We have written to all impacted customers informing them of the changes and that the LIBOR interest rate reset on 13 December would be the last time the interest rate applicable on their mortgage account would be calculated using LIBOR as the reference rate.
Since May 2020, all new Foundation Home Loans products, including Product Transfer products, have been based on, or revert to, an interest rate which refers to Bank Base Rate (BBR).
The decision to cease the use of LIBOR is a decision that was made by the financial regulators, and all banks, lenders and financial institutions were required to move their customers to an alternative reference rate when LIBOR ceased at the end of 2021.
The regulator requires that all existing mortgage contracts whose interest rate is set by reference to LIBOR must have the terms of their contract switched to a robust alternative reference rate.

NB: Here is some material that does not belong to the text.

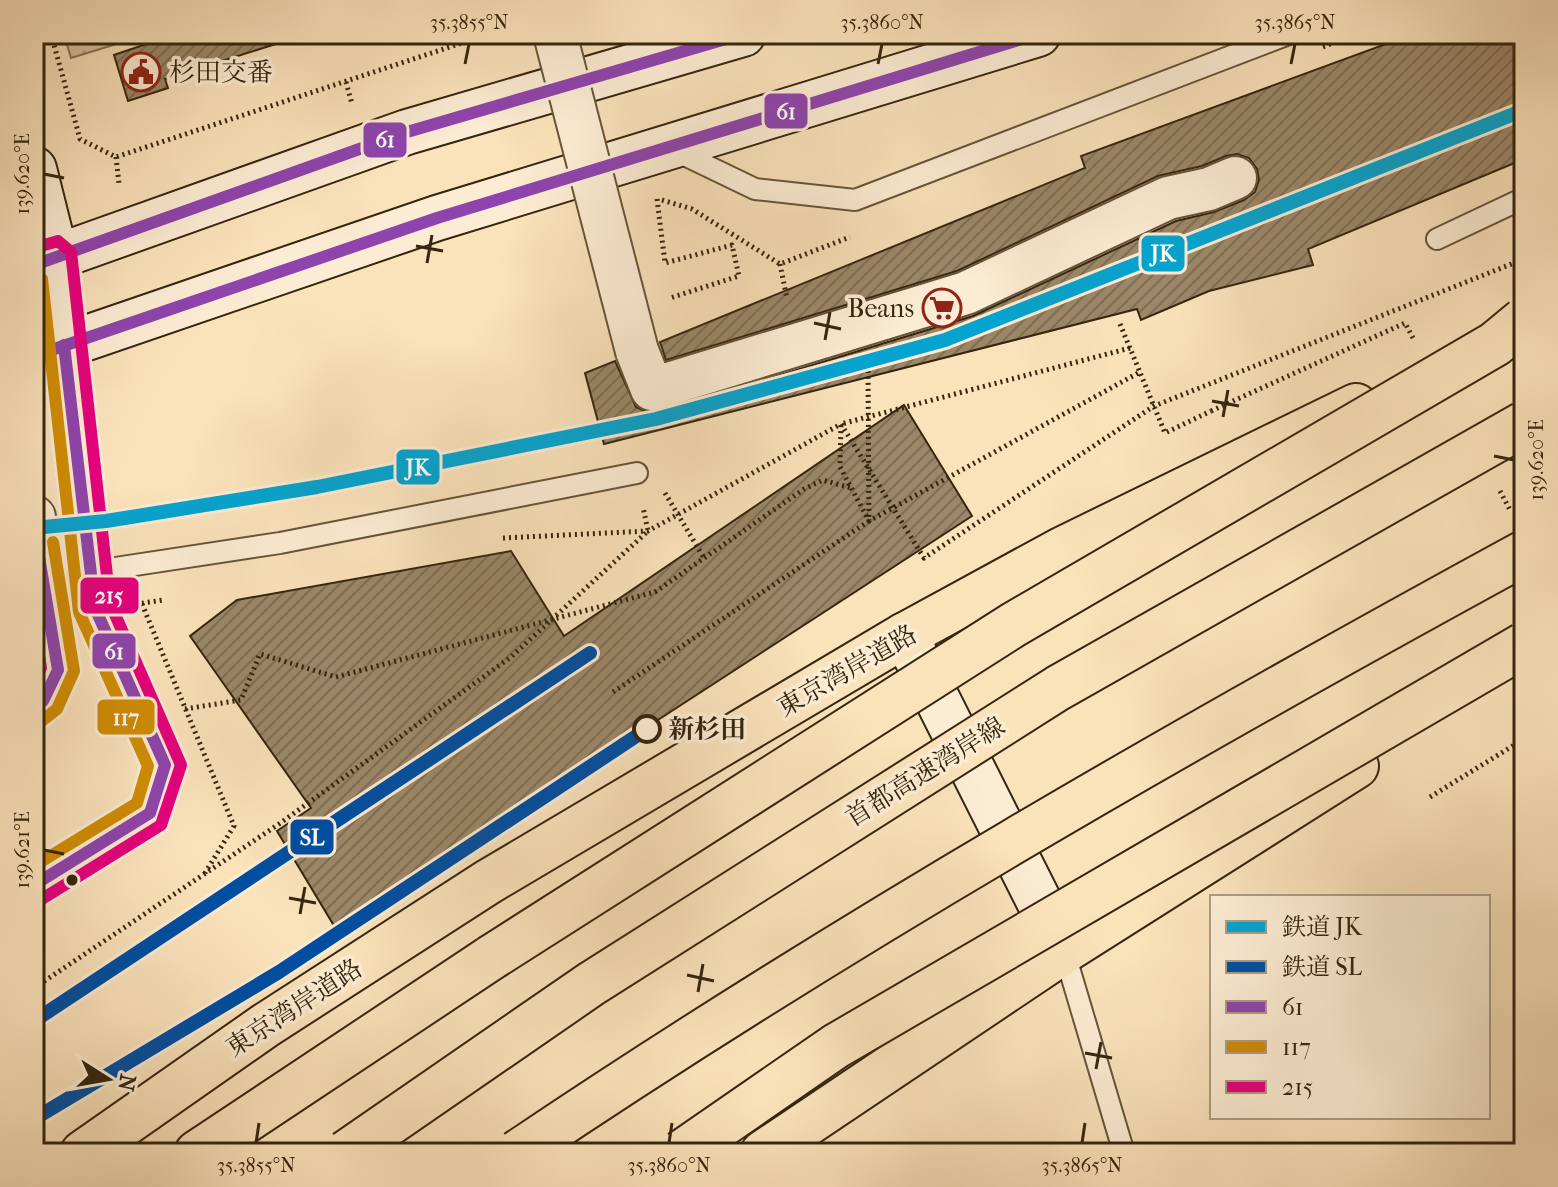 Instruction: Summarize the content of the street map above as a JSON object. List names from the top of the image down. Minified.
{"streets":{"highway":["東京湾岸道路","首都高速湾岸線"]},"places":{"public building":["杉田交番"],"supermarket":["Beans"],"other":["新杉田"]},"lines":["transit line 61","rail line JK","transit line 215","transit line 117","rail line SL"],"legend":["鉄道 JK","鉄道 SL","61","117","215"],"north":"right","coordinates":["35.3855°N","35.3860°N","35.3865°N","139.620°E","139.621°E"]} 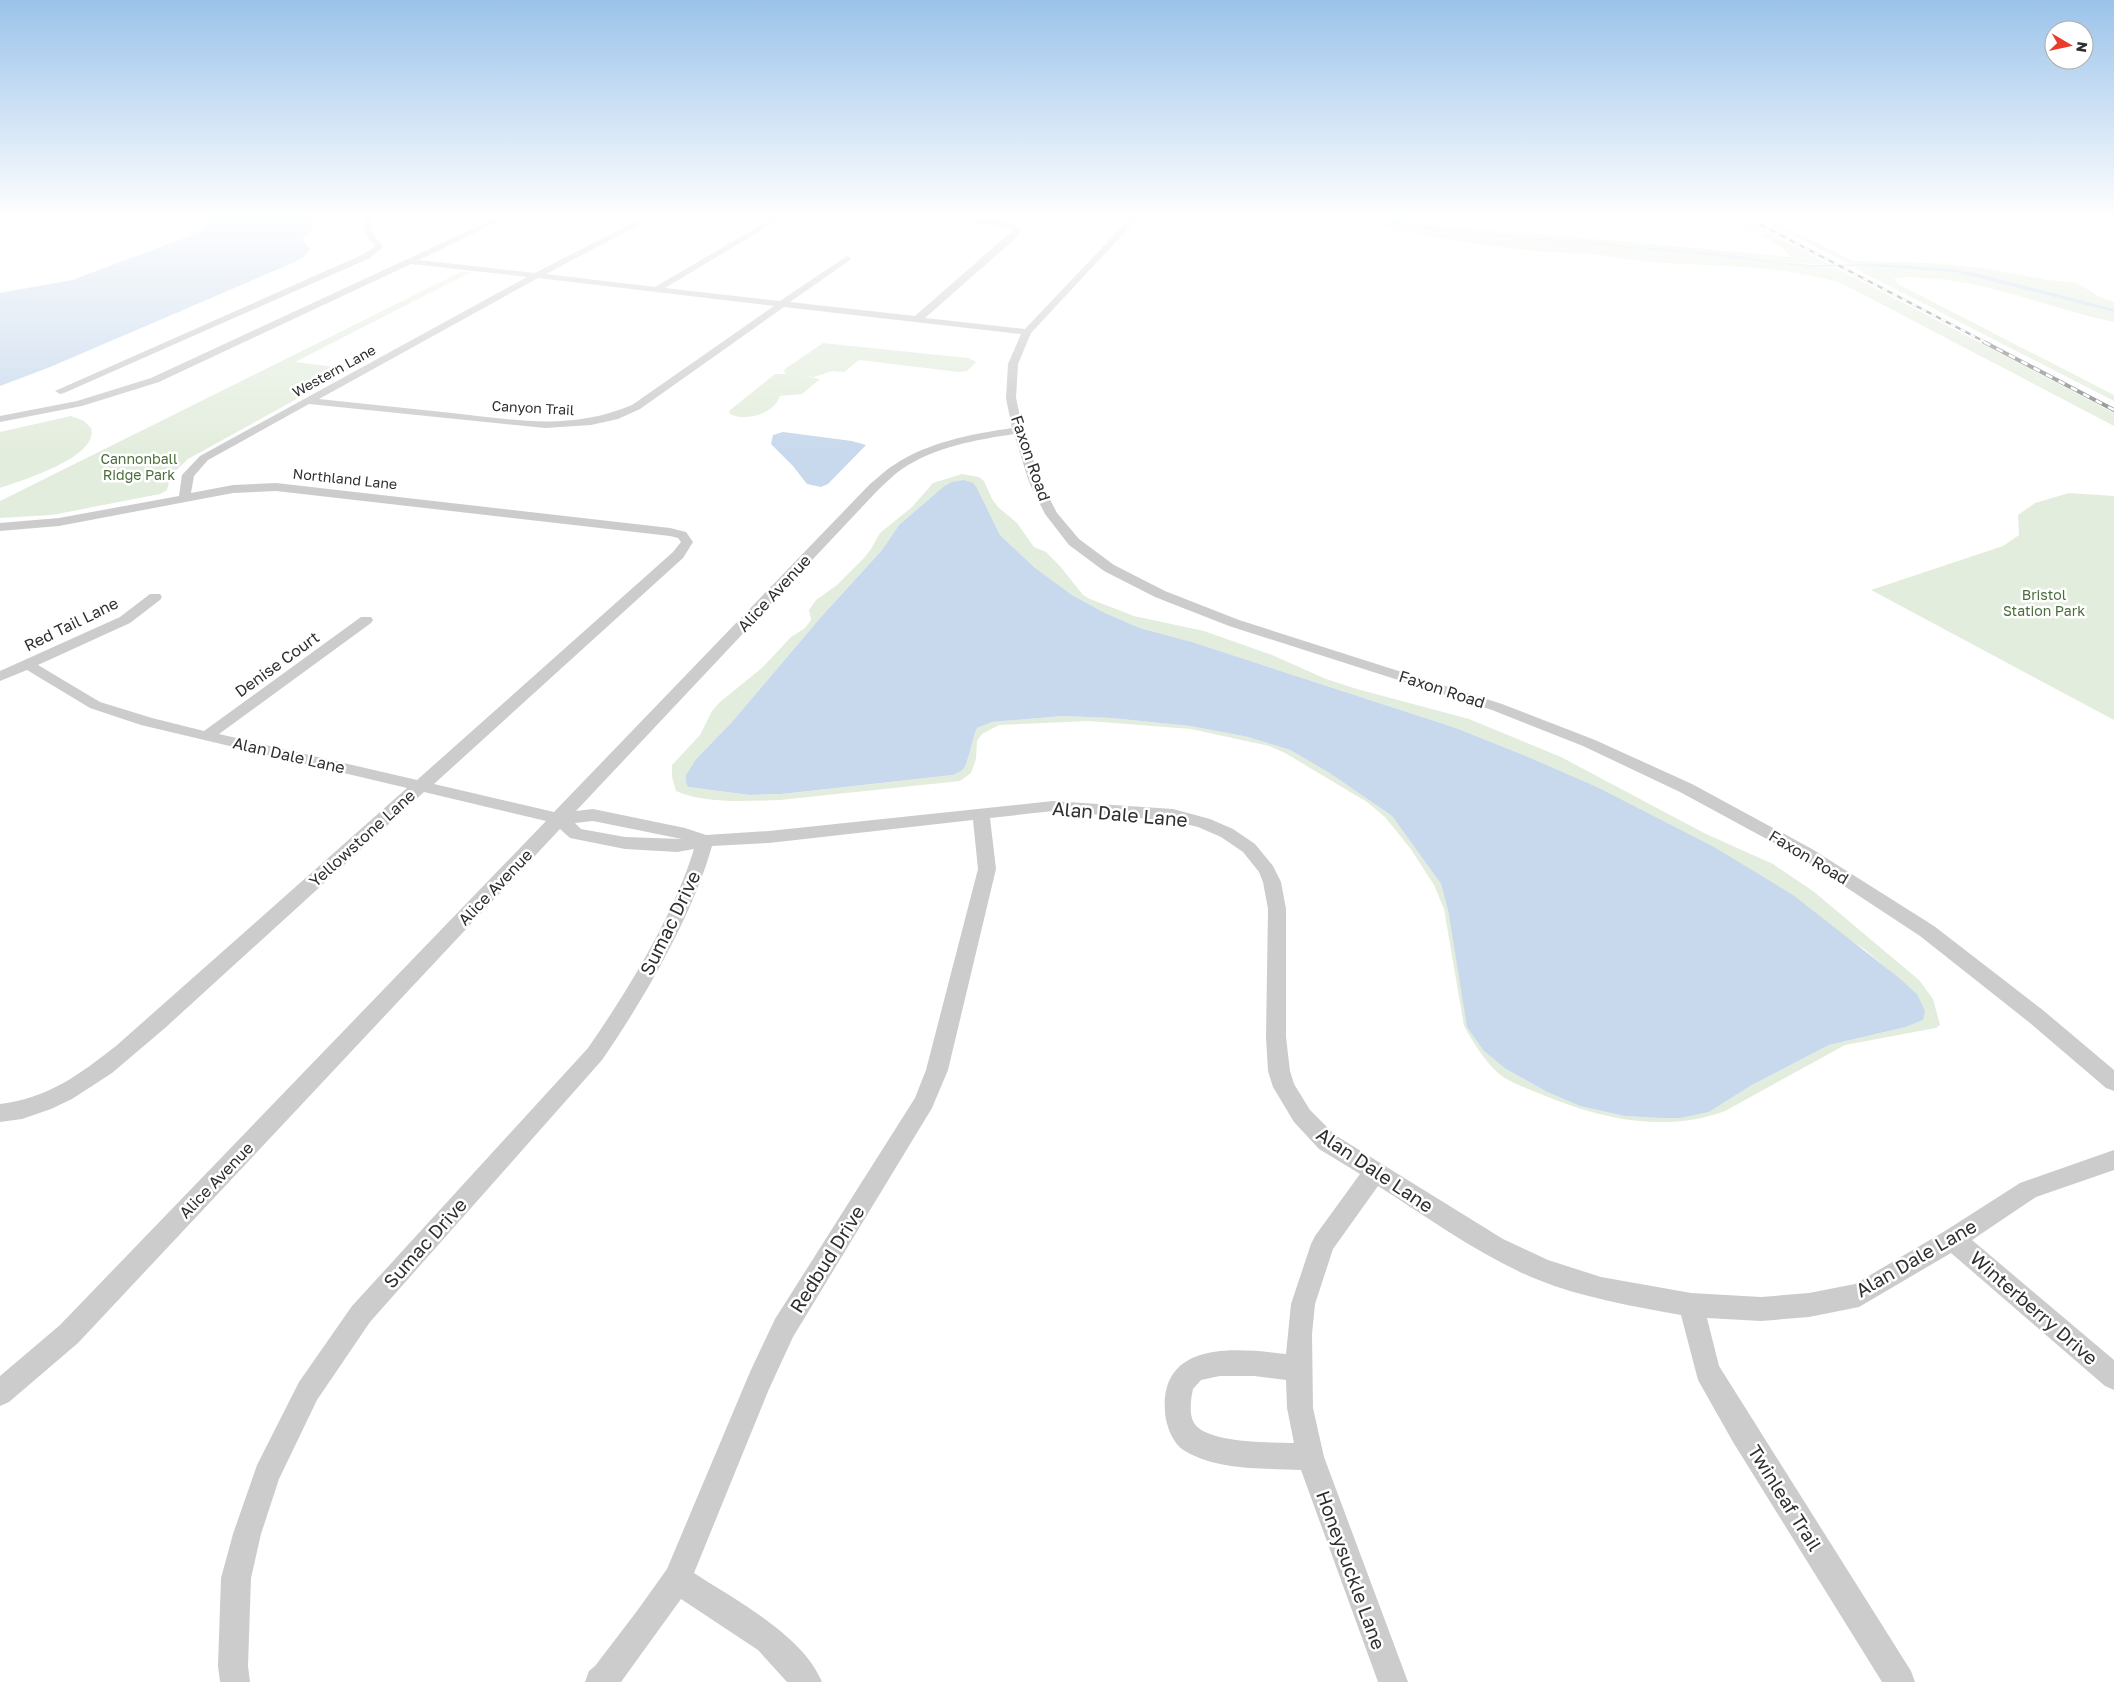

If a borrower currently has a Foundation Home Loans mortgage with an interest rate calculated referencing LIBOR, changes will have to be made to their mortgage to provide an alternative reference rate against which interest on their loan is calculated.
If their mortgage currently references LIBOR, we have written to them directly to confirm:
- That the alternative reference rate against which interest on their loan will be calculated is Bank of England Base rate (BBR)
- That the change will take place on or before 1 April 2022
- Why we have chosen BBR as the alternative reference rate
- Any changes we need to make to their Mortgage terms and conditions to effect the required changes (if relevant)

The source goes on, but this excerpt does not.